Pourquoi ne pas avoir de bureaux en Afrique ?

ROLAND ZIADÉ. Nous faisons le choix bien réfléchi de couvrir une multitude d’Afriques (francophones, anglophones, lusophones et arabophones) depuis nos bureaux à Paris, Londres et Lisbonne, sans avoir d’implantation sur le terrain. Seule notre alliance stratégique avec le cabinet sud-africain Webber Wentzel fait exception.

Nous préférons en effet nous déplacer et collaborer avec des experts locaux. Cette stratégie nous permet une grande flexibilité et une réponse plus adaptée aux attentes de nos clients. Les synergies créées, entre nos équipes d’une part et notre réseau local d’autre part, nous permettent de bénéficier d’un panel d’expertises très variées, auxquelles nous faisons appel en fonction des domaines d’intervention et des complexités et spécificités de chaque dossier.

Comment conjuguez-vous vos expertises en arbitrage et en corporate sur le continent ?


R. Z. Nos expertises sont tout à fait complémentaires, notamment lorsque nos clients souhaitent investir sur le continent. Dans ces cas précis, il n’est pas rare que des compromis doivent être trouvés entre les différentes parties pour déterminer le droit applicable ainsi que les juridictions compétentes. Nous intervenons ainsi souvent ensemble aux stades des négociations aux côtés de notre client.

Nous incitons également nos clients et nos collègues des équipes corporate et project à structurer leurs investissements de manière à pouvoir bénéficier des garanties tant substantielles que procédurales des traités bilatéraux et multilatéraux de protection des investissements.
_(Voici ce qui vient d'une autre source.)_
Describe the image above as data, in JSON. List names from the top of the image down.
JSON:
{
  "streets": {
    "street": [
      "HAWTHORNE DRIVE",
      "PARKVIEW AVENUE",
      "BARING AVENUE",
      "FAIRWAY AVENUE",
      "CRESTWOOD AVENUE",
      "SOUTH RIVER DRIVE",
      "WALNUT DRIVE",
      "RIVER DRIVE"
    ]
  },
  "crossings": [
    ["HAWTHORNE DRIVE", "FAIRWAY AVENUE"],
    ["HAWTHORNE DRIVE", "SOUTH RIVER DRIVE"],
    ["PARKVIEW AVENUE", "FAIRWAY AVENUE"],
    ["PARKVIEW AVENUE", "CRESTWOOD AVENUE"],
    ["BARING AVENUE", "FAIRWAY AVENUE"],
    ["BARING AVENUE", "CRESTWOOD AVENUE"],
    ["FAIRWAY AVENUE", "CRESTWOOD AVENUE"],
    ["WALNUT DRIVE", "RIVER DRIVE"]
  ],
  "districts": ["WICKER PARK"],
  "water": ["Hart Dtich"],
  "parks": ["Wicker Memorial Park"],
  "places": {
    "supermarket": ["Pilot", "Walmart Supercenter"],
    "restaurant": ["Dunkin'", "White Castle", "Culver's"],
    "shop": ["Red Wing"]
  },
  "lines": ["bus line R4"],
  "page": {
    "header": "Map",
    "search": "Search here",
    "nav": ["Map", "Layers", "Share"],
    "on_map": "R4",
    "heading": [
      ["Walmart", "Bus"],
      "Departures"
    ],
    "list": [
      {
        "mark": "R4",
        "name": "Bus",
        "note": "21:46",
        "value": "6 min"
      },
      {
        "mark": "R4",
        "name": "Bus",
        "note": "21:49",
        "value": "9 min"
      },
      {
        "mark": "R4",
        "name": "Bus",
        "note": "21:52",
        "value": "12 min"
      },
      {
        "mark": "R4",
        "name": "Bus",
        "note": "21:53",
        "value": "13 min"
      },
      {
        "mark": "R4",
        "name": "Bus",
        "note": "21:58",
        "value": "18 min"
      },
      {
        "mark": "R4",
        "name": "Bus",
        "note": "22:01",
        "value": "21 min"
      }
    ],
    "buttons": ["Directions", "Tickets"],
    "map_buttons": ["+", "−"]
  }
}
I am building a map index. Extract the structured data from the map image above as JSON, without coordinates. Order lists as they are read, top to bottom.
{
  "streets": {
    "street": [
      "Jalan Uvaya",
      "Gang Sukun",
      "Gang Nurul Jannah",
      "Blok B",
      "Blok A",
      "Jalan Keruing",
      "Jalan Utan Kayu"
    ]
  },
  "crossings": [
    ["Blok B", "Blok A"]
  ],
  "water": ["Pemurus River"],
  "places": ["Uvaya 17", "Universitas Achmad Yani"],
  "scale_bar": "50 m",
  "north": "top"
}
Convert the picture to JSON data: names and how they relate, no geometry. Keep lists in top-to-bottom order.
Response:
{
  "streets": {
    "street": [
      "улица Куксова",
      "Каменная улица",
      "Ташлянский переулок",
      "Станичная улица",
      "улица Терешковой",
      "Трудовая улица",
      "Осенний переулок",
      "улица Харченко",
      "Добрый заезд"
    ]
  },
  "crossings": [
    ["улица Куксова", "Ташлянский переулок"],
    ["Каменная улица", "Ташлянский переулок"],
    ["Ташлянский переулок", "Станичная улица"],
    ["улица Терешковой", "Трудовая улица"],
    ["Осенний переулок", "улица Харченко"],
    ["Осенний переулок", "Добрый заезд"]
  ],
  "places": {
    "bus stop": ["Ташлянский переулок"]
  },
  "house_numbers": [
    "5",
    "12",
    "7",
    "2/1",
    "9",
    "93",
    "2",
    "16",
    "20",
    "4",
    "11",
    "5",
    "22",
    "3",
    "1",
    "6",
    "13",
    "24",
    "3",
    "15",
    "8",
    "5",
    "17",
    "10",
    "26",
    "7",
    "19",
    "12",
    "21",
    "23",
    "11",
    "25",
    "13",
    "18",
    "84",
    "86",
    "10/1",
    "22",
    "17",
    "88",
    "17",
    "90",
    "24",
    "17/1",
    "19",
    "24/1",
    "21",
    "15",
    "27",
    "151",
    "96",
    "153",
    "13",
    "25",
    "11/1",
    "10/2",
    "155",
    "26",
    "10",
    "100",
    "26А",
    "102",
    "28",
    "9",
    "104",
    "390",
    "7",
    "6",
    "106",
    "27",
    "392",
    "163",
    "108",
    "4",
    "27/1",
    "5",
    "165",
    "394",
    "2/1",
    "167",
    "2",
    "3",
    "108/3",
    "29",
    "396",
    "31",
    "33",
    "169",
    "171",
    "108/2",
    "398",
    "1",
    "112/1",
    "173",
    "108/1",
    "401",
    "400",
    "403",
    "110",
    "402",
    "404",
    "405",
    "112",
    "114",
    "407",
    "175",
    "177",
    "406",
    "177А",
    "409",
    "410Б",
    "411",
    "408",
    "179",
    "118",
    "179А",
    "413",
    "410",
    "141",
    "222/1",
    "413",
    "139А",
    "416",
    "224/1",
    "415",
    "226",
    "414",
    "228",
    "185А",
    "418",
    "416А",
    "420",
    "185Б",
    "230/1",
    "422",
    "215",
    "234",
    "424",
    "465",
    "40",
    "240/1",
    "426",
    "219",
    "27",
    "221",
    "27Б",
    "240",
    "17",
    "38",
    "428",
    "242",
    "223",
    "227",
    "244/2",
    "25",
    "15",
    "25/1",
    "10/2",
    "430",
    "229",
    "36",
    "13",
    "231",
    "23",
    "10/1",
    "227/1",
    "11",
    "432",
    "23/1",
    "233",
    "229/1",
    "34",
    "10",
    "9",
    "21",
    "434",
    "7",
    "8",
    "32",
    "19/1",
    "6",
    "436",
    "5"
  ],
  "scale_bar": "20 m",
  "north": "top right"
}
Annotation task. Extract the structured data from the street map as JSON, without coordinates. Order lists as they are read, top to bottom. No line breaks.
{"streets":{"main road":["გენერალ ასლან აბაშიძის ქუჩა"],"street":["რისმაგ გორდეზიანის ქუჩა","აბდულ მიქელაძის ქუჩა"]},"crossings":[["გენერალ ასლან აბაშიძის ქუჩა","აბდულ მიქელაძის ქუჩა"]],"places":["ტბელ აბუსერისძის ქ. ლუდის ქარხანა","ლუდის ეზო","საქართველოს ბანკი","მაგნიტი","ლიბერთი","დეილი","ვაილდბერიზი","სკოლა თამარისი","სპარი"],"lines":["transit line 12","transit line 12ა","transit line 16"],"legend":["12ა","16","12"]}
Nous faisons enfin en sorte d’insérer – de manière quasi systématique – une clause d’arbitrage, qui permettra à l’investisseur d’externaliser un éventuel litige. Cela lui donne la garantie, si « les choses tournent mal », que l’affaire sera portée devant une institution indépendante et impartiale.

Comment se développe l’arbitrage en Afrique ?


R. Z. Bien qu’il soit délicat de faire des généralités puisqu’il n’existe pas « une » mais « des » Afriques, il ne fait aucun doute que la tendance générale est au développement de l’arbitrage sur le continent. Cela s’explique notamment par l’augmentation du nombre de dossiers qui impliquent une partie africaine (à titre d’exemple, nous sommes en ce moment actifs sur une dizaine de dossiers d’arbitrage en Afrique du Nord et en Afrique subsaharienne).

En outre, je constate un déplacement du centre de gravité des arbitrages – historiquement à Genève, Paris et Londres – vers les marchés émergents, dont l’Afrique fait indéniablement partie. Certains territoires africains souhaitent par ailleurs se positionner comme des places d’arbitrage incontournables : l’île Maurice et Casablanca en sont deux exemples.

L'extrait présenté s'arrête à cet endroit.